MEDEA-interacting protein LONG-CHAIN BASE KINASE 1 promotes pattern-triggered immunity in Arabidopsis thaliana.

Arabidopsis LONG-CHAIN BASE KINASE 1 (LCBK1) interacts with MEDEA, a component of PCR2 complex that negatively regulates immunity. LCBK1 phosphorylates phytosphingosine and thereby promotes stomatal immunity against bacterial pathogens. Arabidopsis polycomb-group repressor complex2 (PRC2) protein MEDEA (MEA) suppresses both pattern-triggered immunity (PTI) and effector-triggered immunity (ETI). MEA represses the expression of RPS2 and thereby attenuates AvrRpt2 effector-mediated ETI. However, the mechanism of MEA-mediated PTI diminution was not known. By screening the Arabidopsis cDNA library using yeast-2-hybrid interaction, we identified LONG-CHAIN BASE KINASE1 (LCBK1) as an MEA-interacting protein.
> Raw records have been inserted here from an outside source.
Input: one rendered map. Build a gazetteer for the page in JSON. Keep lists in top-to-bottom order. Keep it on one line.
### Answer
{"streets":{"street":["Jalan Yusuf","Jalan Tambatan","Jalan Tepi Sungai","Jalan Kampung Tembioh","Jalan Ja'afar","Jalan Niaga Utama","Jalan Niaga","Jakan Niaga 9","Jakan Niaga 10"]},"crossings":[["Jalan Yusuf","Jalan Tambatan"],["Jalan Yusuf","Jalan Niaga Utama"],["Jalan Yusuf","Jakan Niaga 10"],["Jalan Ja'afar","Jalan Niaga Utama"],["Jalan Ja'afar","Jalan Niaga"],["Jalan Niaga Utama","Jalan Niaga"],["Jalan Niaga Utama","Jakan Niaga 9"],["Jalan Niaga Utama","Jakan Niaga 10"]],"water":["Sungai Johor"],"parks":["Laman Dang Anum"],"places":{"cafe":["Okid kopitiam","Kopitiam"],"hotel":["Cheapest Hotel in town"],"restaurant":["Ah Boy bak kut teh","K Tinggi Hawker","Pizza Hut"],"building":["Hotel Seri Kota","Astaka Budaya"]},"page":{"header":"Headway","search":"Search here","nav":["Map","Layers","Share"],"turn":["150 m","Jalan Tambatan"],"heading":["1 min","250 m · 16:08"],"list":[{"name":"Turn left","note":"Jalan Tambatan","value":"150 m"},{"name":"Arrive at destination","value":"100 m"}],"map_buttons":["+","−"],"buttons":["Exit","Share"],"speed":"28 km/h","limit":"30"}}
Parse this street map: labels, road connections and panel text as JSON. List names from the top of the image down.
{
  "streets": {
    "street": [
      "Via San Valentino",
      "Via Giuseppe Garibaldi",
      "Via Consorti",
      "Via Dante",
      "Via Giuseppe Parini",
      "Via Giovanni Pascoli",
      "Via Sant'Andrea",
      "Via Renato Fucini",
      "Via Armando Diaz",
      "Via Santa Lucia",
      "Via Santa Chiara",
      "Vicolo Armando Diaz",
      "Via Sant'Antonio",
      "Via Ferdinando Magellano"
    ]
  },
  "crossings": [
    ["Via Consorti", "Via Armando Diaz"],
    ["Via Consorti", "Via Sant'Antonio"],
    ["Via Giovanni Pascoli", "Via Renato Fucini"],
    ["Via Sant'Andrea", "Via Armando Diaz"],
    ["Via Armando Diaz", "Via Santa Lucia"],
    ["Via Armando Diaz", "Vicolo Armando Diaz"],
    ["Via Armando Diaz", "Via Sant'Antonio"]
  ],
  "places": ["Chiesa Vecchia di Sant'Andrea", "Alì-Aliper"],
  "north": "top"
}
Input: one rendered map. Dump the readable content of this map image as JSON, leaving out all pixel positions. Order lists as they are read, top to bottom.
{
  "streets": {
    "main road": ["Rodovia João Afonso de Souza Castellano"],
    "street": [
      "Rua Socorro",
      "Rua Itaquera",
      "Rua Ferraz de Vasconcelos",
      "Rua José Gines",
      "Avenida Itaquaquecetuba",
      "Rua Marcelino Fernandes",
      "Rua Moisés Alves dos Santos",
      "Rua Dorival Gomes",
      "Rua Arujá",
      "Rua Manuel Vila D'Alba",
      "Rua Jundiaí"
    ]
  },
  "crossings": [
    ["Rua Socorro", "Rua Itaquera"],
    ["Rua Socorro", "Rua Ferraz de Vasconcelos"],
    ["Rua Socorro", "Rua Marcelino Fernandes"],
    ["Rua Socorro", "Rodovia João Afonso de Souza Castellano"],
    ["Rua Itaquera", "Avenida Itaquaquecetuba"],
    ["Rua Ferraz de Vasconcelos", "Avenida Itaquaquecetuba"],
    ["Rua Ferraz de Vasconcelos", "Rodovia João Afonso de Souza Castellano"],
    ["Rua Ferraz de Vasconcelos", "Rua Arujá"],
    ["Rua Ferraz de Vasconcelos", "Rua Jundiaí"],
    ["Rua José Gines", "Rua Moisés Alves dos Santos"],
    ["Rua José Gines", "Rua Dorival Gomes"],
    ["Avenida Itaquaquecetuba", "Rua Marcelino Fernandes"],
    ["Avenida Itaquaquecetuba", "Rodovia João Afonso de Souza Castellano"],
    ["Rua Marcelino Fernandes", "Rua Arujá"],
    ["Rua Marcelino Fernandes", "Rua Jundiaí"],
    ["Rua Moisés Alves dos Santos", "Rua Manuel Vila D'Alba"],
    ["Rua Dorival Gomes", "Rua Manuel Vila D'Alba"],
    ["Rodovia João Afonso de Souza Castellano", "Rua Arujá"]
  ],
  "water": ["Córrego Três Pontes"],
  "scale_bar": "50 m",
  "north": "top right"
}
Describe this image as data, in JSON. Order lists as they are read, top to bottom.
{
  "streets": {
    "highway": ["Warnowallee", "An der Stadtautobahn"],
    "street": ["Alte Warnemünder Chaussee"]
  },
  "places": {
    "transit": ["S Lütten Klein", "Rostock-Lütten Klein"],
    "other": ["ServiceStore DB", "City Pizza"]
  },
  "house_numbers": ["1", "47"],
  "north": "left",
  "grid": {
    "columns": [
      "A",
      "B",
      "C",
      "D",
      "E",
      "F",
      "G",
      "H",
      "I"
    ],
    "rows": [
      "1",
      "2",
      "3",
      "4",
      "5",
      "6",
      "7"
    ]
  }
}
We found that lcbk1 mutants are susceptible to virulent bacterial pathogens, such as Pseudomonas syringae pv maculicola (Psm) and P. syringae pv tomato (Pst) but not the avirulent strain of Pst that carries AvrRpt2 effector. Pathogen inoculation induces LCBK1 expression, especially in guard cells. We found that LCBK1 has a positive regulatory role in stomatal closure after pathogen inoculation. WT plants close stomata within an hour of Pst inoculation or flg22 (a 22 amino acid peptide from bacterial flagellin protein that activates PTI) treatment, but not lcbk1 mutants. LCBK1 phosphorylates phytosphingosine (PHS). Exogenous application of phosphorylated PHS (PHS-P) induces stomatal closure and rescues loss-of-PTI phenotype of lcbk1 mutant plants. MEA overexpressing (MEA-Oex) plants are defective, whereas loss-of-function mea-6 mutants are hyperactive in PTI-induced stomatal closure. Exogenous application of PHS-P rescues loss-of-PTI in MEA-Oex plants. Results altogether demonstrate that LCBK1 is an interactor of MEA that positively regulates PTI-induced stomatal closure in Arabidopsis.